ACTION ITEM -
Scan the material below for the word "stroke", then copy every line in which it appears.

━━━━━ DATA SUPPLIED

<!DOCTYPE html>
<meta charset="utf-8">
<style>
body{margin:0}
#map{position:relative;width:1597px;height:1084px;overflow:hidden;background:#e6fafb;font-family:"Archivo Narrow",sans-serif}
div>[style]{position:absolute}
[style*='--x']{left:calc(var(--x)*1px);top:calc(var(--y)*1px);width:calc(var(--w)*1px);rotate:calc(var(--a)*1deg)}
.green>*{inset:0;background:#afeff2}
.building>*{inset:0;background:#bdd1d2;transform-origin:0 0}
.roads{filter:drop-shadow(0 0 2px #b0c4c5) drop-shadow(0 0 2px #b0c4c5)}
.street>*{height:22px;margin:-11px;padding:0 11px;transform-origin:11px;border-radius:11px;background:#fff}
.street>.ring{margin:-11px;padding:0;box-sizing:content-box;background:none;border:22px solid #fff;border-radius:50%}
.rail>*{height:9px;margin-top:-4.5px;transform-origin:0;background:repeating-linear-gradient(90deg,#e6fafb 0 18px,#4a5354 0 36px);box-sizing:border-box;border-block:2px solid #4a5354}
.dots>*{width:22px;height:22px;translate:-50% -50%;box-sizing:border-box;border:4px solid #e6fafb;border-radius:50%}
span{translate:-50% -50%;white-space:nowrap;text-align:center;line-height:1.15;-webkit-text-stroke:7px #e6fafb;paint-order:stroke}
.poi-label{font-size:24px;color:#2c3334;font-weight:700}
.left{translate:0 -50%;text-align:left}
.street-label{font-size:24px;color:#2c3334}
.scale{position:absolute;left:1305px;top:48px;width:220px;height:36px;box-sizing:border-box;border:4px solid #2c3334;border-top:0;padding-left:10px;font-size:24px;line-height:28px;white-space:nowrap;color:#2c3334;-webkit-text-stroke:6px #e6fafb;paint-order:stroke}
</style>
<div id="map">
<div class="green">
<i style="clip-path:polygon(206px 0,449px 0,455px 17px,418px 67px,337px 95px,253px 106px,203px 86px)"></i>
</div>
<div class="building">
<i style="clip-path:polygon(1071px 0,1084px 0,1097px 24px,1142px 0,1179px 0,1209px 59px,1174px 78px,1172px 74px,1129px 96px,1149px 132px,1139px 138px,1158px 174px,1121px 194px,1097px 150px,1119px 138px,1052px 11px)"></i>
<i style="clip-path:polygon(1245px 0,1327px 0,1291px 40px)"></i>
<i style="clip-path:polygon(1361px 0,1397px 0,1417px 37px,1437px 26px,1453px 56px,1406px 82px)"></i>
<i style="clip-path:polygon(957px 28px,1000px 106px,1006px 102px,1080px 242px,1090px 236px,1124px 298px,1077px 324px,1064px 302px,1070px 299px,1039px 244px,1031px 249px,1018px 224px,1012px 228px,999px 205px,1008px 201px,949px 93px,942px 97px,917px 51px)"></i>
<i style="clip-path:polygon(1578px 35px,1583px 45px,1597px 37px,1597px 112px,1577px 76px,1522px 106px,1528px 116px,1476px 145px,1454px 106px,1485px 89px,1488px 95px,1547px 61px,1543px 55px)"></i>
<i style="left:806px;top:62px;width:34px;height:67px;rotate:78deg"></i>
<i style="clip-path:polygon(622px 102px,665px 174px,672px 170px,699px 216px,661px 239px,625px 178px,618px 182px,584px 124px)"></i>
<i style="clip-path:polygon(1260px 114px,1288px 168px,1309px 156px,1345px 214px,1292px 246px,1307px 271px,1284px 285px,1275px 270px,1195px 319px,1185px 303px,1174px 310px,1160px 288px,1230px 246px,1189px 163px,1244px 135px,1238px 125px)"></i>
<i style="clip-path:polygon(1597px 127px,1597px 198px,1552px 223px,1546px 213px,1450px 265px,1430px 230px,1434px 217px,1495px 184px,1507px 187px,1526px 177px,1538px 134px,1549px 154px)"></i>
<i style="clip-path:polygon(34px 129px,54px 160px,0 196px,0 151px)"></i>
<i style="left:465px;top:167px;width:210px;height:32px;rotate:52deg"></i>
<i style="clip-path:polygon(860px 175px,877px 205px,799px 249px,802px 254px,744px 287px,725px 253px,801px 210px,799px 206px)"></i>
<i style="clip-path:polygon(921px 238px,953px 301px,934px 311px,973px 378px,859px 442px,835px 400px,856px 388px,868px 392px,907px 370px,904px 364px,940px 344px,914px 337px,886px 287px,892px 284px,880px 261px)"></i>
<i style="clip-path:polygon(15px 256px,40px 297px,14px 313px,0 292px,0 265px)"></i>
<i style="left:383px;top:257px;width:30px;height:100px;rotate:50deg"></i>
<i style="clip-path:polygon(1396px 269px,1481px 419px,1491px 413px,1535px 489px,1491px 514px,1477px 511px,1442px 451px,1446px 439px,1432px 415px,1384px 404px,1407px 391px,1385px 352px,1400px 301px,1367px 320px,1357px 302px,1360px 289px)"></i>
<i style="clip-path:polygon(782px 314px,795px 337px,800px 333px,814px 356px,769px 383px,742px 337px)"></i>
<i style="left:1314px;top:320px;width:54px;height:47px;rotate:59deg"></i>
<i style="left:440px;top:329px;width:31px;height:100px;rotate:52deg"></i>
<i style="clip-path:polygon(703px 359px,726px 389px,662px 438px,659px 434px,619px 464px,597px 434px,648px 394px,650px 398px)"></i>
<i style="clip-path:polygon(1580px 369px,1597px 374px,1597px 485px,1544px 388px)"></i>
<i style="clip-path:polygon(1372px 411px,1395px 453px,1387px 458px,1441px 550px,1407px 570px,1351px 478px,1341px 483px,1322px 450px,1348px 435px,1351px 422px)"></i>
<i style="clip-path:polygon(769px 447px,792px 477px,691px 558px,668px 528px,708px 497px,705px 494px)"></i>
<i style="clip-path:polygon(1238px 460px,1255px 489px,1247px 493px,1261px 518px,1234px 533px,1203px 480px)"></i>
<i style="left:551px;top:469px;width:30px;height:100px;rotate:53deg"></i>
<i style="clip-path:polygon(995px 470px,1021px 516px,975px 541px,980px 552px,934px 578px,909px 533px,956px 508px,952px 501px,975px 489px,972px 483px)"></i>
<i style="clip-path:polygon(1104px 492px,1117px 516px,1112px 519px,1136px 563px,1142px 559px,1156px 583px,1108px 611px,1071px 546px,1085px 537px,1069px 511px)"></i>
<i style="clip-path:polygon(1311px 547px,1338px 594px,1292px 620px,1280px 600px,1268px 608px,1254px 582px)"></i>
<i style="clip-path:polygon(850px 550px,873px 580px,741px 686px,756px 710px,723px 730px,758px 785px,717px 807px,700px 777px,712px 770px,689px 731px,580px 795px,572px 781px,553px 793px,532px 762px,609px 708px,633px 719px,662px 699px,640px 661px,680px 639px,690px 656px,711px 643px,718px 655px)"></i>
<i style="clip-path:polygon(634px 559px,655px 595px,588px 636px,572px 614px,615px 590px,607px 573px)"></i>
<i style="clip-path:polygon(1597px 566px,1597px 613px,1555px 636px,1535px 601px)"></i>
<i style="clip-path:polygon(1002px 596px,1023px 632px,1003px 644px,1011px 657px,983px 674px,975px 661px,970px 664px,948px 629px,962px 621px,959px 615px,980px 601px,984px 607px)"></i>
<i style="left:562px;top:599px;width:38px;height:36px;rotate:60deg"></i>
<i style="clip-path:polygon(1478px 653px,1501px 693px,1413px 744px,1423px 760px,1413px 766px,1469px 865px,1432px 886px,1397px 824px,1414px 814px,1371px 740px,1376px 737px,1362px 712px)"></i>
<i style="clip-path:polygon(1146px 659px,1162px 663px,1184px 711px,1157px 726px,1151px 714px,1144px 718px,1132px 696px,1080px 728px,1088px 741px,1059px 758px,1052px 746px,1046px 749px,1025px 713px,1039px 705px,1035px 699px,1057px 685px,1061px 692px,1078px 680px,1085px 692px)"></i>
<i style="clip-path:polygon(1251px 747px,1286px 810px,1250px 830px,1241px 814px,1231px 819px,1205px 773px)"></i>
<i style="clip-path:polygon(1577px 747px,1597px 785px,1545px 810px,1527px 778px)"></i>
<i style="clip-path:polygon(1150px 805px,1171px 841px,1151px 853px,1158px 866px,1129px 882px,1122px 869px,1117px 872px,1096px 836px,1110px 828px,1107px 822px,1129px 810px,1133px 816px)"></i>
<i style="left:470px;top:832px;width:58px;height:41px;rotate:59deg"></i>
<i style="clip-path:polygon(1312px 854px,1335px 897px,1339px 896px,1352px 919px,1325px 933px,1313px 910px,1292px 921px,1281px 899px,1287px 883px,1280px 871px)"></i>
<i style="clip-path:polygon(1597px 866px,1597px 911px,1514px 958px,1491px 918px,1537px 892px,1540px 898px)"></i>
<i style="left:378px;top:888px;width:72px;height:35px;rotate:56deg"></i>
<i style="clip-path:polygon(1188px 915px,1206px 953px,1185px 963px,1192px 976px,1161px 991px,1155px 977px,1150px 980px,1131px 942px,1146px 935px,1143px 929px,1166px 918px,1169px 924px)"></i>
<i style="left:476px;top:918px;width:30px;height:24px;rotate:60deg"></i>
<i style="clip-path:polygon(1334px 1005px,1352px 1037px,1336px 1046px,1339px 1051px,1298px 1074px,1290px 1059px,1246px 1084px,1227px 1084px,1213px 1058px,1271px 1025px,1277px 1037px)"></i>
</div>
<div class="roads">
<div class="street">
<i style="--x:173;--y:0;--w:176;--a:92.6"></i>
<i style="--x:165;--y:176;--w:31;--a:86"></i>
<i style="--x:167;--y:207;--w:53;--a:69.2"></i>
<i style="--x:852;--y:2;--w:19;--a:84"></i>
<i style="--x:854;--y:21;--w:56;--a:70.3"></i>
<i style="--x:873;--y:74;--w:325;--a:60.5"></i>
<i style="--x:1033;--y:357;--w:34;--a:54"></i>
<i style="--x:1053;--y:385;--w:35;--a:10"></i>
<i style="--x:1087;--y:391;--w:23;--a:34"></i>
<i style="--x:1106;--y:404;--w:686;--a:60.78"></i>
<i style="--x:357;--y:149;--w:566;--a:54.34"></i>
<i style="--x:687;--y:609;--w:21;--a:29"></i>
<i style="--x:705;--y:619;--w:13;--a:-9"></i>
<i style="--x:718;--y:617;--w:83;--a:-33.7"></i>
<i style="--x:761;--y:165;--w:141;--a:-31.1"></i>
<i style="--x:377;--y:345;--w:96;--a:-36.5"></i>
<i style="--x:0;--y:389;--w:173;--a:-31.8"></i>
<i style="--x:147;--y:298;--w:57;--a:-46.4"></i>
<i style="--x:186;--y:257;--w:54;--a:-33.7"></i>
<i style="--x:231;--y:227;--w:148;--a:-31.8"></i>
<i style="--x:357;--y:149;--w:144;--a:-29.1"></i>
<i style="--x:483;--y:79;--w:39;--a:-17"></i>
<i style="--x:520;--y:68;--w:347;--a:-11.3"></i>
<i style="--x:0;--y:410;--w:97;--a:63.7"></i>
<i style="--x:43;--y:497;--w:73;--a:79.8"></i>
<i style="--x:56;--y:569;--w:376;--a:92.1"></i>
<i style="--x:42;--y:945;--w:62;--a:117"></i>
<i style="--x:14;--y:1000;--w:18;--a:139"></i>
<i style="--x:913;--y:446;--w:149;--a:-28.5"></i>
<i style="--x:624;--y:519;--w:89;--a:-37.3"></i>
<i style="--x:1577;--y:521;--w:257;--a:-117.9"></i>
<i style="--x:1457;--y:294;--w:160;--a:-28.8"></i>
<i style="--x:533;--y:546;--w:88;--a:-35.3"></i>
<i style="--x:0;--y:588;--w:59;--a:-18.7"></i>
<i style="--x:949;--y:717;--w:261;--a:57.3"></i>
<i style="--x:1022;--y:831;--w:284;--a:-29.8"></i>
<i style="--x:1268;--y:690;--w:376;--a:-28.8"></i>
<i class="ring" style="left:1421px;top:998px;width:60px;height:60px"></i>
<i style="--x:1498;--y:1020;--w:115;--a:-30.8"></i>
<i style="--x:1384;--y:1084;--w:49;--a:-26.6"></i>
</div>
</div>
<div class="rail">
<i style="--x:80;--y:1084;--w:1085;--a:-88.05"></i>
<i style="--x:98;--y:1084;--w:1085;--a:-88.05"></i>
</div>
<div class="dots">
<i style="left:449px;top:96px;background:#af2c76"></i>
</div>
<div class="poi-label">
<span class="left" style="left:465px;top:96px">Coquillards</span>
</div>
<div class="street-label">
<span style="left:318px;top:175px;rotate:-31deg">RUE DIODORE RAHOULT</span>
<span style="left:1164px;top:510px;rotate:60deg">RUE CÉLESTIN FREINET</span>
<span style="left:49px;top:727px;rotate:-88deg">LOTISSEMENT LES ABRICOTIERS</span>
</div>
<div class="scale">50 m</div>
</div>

━━━━━━━━━━

ANSWER TO THIS EXERCISE -
span{translate:-50% -50%;white-space:nowrap;text-align:center;line-height:1.15;-webkit-text-stroke:7px #e6fafb;paint-order:stroke}
.scale{position:absolute;left:1305px;top:48px;width:220px;height:36px;box-sizing:border-box;border:4px solid #2c3334;border-top:0;padding-left:10px;font-size:24px;line-height:28px;white-space:nowrap;color:#2c3334;-webkit-text-stroke:6px #e6fafb;paint-order:stroke}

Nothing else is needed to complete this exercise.